Endpoint	Request type	What is evaluated
Image generation	`image_generation`	The prompt (and negative prompt)
Image edit	`image_edit`	The prompt + text embedded in the source images (PNG/JPEG metadata, OCR-style strings)
Speech / TTS	`speech`	The text to synthesize + voice instructions
Transcription	`transcription`	The produced transcript (output side)
Video generation	`video_generation`	The prompt (and negative prompt)
Embeddings	`embedding`	The input text(s)
Rerank	`rerank`	The query + candidate documents

The text these requests already carry is guarded by the existing text detectors. Binary artifacts (source images, generated images, audio, video) are forwarded to the guard runtime as attachments - fingerprinted with a content hash for deduplication - where a modality-extraction stage resolves them to text (document/OCR text today; OCR/STT/keyframe extractors are pluggable) and optional modality detectors (vision/audio safety models) score them natively.

Enabling it

Multimodal guarding is off by default - when disabled, behavior is identical to text-only guarding and there is no added latency on any request.
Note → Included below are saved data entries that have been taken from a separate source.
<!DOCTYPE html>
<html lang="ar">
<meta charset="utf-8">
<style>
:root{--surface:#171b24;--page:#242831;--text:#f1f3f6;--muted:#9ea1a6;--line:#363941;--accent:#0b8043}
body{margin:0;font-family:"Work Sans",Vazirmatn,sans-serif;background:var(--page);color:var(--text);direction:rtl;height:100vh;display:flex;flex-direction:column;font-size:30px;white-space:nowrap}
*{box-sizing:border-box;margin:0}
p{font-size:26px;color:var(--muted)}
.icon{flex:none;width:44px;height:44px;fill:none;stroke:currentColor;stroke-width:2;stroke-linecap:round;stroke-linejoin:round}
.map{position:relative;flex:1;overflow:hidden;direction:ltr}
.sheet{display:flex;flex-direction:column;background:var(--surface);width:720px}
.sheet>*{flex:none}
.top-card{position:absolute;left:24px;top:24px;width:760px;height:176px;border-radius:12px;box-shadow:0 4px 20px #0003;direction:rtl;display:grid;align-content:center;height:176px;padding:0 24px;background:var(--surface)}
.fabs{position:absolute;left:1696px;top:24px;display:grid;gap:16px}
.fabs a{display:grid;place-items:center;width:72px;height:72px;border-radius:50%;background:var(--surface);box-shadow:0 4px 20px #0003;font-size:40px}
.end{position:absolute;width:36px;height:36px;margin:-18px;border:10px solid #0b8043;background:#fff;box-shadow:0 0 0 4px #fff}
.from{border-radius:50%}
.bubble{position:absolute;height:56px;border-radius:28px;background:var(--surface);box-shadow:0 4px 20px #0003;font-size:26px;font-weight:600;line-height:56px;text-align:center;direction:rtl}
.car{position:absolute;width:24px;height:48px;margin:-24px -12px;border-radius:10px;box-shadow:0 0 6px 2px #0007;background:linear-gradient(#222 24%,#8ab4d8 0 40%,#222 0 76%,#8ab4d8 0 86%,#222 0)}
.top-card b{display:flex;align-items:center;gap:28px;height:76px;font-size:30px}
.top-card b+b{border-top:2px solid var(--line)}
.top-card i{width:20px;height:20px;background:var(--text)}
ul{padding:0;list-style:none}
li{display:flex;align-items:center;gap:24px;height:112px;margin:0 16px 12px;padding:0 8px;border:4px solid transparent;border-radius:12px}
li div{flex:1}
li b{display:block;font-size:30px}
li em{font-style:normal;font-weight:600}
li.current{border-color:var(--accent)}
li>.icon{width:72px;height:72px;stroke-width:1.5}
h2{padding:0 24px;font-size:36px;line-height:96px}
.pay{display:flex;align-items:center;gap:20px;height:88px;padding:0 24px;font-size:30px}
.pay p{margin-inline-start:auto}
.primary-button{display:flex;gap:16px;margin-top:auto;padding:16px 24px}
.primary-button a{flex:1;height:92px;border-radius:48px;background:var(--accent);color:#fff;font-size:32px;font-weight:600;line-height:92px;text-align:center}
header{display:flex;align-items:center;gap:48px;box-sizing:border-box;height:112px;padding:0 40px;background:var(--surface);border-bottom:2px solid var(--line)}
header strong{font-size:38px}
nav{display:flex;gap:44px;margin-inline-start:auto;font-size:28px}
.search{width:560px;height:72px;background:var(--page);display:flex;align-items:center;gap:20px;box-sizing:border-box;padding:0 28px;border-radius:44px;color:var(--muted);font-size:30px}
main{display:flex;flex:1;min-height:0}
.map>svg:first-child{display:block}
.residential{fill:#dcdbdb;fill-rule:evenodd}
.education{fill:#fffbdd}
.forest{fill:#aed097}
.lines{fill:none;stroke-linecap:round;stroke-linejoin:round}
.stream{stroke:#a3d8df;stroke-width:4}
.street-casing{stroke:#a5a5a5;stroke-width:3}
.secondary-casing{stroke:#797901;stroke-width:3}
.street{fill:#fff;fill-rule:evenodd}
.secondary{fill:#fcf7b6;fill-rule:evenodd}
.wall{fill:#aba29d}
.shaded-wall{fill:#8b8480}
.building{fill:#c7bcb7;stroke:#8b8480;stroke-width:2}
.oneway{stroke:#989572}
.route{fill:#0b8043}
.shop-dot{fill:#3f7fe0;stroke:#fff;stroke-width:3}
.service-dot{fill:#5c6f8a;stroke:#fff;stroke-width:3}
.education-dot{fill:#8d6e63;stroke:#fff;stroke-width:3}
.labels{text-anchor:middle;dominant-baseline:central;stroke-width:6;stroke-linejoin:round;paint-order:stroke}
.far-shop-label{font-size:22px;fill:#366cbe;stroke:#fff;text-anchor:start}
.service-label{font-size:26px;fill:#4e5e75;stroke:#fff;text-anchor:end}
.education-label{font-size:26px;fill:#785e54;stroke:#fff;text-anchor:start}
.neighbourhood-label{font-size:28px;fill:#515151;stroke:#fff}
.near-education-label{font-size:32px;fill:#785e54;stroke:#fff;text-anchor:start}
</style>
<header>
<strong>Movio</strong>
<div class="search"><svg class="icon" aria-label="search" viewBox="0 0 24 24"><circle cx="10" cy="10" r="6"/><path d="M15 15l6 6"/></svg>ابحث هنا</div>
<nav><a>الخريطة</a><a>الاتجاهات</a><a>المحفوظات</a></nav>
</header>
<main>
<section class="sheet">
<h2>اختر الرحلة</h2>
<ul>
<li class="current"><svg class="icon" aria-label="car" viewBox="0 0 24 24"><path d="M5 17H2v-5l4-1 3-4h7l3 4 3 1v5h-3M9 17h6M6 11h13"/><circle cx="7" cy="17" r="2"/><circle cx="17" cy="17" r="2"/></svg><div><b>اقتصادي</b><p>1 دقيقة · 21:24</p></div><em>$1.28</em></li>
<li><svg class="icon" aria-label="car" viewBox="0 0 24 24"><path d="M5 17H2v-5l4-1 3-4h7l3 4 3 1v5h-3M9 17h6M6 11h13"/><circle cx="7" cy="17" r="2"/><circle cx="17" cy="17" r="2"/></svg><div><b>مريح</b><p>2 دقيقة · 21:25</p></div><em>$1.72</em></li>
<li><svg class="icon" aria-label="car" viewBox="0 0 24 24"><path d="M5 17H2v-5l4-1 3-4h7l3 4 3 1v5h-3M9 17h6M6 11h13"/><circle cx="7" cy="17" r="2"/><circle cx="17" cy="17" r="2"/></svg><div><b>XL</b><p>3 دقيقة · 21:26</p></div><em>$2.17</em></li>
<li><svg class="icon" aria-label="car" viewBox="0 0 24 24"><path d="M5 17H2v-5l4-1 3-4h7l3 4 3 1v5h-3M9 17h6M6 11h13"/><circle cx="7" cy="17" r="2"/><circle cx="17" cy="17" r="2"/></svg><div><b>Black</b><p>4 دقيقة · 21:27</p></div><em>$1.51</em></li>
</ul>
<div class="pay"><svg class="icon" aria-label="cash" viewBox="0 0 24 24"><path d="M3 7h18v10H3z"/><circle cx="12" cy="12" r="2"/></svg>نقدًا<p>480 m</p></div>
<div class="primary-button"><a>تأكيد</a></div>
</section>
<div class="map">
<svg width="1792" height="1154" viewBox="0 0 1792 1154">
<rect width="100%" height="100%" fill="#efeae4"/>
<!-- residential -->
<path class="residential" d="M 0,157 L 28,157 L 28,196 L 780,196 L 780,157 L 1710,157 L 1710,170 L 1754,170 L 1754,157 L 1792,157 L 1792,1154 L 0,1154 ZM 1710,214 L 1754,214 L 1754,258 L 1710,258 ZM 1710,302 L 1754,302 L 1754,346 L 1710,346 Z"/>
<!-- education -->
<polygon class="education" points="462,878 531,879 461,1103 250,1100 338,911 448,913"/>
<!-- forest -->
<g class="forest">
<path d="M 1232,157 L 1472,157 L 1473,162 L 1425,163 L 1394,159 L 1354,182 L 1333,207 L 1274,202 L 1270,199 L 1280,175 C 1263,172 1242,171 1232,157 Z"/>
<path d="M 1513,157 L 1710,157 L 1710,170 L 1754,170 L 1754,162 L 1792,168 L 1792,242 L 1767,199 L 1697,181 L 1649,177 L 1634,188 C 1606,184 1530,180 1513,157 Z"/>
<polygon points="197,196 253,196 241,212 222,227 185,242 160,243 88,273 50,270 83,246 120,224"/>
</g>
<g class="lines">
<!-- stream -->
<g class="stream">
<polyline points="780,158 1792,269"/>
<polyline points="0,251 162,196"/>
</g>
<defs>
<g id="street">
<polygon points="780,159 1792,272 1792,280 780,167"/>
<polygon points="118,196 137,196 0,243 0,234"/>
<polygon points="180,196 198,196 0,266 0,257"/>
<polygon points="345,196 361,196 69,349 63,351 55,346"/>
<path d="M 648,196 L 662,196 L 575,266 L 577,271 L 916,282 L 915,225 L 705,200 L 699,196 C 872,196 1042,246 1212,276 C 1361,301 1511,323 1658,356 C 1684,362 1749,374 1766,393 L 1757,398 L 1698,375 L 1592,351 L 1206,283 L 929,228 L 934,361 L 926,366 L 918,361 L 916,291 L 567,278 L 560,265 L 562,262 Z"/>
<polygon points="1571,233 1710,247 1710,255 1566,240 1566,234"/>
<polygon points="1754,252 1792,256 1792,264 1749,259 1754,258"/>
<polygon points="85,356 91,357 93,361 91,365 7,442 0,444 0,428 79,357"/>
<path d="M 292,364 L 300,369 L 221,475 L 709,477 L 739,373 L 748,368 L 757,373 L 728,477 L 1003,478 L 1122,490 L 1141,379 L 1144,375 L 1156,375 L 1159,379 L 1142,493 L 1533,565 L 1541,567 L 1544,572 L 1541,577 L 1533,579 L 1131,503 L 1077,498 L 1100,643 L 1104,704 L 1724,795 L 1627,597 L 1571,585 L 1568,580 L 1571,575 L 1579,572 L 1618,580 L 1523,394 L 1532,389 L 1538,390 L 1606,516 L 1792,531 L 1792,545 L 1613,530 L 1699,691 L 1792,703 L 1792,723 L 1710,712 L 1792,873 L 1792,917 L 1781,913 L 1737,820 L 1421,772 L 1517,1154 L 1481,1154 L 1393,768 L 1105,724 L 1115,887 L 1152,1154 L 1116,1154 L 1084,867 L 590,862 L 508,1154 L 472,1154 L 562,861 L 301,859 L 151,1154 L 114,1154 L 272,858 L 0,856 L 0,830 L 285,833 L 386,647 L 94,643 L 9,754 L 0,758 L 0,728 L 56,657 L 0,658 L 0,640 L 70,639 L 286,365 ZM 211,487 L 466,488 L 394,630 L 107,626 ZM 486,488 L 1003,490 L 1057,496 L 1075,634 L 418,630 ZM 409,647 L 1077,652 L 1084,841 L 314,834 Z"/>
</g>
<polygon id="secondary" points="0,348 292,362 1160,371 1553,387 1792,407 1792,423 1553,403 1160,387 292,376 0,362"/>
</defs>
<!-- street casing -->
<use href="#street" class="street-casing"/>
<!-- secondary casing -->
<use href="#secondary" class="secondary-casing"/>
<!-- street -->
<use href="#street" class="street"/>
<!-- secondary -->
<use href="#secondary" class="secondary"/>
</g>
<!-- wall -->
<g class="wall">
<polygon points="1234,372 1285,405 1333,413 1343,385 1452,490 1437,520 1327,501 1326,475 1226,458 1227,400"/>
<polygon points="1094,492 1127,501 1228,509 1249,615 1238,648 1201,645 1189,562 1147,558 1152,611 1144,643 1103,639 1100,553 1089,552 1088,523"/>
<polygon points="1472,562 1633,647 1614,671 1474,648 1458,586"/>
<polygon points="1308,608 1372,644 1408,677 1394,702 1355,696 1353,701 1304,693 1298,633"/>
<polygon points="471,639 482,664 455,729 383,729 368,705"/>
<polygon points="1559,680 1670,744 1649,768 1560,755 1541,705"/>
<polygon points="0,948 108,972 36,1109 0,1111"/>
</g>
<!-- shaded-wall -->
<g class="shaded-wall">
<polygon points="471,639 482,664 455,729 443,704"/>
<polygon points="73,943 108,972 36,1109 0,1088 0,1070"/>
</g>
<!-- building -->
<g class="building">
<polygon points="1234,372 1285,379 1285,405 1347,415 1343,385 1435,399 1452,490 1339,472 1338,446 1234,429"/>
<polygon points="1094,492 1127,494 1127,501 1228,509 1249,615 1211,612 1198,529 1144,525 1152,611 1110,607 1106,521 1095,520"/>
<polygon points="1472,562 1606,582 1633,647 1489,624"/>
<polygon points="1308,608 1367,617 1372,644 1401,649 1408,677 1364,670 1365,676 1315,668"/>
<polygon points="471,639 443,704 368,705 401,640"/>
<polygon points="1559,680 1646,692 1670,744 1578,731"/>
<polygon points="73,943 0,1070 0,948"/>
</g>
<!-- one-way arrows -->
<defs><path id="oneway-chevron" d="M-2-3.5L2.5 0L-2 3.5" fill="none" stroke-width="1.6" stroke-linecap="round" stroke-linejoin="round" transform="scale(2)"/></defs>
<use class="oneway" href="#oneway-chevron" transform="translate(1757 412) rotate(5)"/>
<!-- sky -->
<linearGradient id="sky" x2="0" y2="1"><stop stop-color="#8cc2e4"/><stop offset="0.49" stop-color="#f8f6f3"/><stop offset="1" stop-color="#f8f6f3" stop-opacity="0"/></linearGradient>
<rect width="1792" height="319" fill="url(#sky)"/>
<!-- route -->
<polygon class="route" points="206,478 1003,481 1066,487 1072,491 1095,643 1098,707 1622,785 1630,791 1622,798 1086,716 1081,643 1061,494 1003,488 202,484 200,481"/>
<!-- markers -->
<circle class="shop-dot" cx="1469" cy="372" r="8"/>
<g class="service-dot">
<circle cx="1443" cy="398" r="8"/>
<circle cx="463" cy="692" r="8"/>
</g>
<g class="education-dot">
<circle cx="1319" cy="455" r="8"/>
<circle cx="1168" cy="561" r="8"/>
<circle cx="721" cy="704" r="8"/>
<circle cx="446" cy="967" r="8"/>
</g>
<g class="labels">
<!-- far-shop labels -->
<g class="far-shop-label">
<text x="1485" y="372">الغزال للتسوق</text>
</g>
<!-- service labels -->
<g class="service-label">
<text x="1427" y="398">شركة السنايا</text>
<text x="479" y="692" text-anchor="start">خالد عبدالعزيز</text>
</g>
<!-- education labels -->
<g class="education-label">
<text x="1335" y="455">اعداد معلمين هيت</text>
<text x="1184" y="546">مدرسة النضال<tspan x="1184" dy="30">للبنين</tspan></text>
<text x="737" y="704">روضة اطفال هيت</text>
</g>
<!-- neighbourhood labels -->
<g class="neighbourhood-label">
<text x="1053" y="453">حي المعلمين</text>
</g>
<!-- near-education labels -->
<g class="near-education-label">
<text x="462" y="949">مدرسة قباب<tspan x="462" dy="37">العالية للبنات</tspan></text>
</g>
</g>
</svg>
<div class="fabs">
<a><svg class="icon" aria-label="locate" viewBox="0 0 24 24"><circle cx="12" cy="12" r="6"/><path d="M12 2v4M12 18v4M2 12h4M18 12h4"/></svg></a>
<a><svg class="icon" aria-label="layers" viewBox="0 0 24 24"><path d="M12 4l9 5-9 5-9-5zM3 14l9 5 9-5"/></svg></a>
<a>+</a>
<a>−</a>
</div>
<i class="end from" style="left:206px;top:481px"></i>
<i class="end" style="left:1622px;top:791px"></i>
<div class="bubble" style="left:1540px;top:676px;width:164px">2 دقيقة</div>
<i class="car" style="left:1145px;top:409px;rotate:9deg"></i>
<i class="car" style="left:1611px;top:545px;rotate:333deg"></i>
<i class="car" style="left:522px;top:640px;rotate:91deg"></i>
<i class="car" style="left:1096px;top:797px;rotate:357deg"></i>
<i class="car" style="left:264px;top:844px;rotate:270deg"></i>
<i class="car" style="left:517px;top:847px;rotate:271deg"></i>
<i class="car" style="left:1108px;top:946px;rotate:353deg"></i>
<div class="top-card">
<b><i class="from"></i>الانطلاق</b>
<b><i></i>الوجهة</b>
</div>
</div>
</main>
Enable it with environment variables (Helm: deepintshield.guardrails.*):

Variable	Component	Effect
`GUARDRAILS_MULTIMODAL`	gateway	Gate image/audio/video/embedding/rerank requests into the engine and guard the text they carry; forward artifacts as attachments
`GUARDRAILS_MODALITY_INLINE_BYTES`	gateway	Inline raw artifact bytes into the guard request so the extraction stage can process them (otherwise only metadata + content hash are sent)
`GUARDRAILS_STREAM_ACCUMULATE`	gateway	Guard streamed output on a growing window so a violation split across chunks is caught
`DEEPINTSHIELD_GUARD_MODALITY_EXTRACT`	guard runtime	Run the modality-extraction / detector stage over forwarded attachments

Performance & scale

Zero added latency when off, and near-zero when on for the common case: the text already present (prompts, transcripts) reuses the existing text path.
Bounded work - per-request attachment count, per-asset byte size and extracted-text length are all capped, and identical assets are deduplicated by content hash, so a large image or video can never tie up a worker.
Scales horizontally - heavy extraction/detection runs in the separately deployable guard runtime, off the gateway hot path.

Analytics

Multimodal activity appears on the Guardrail Metrics → Multimodal tab (workspace analytics): a decision timeline by modality, request distribution, decision breakdown, and attachment-level findings - using the same filters and date range as the other guardrail dashboards.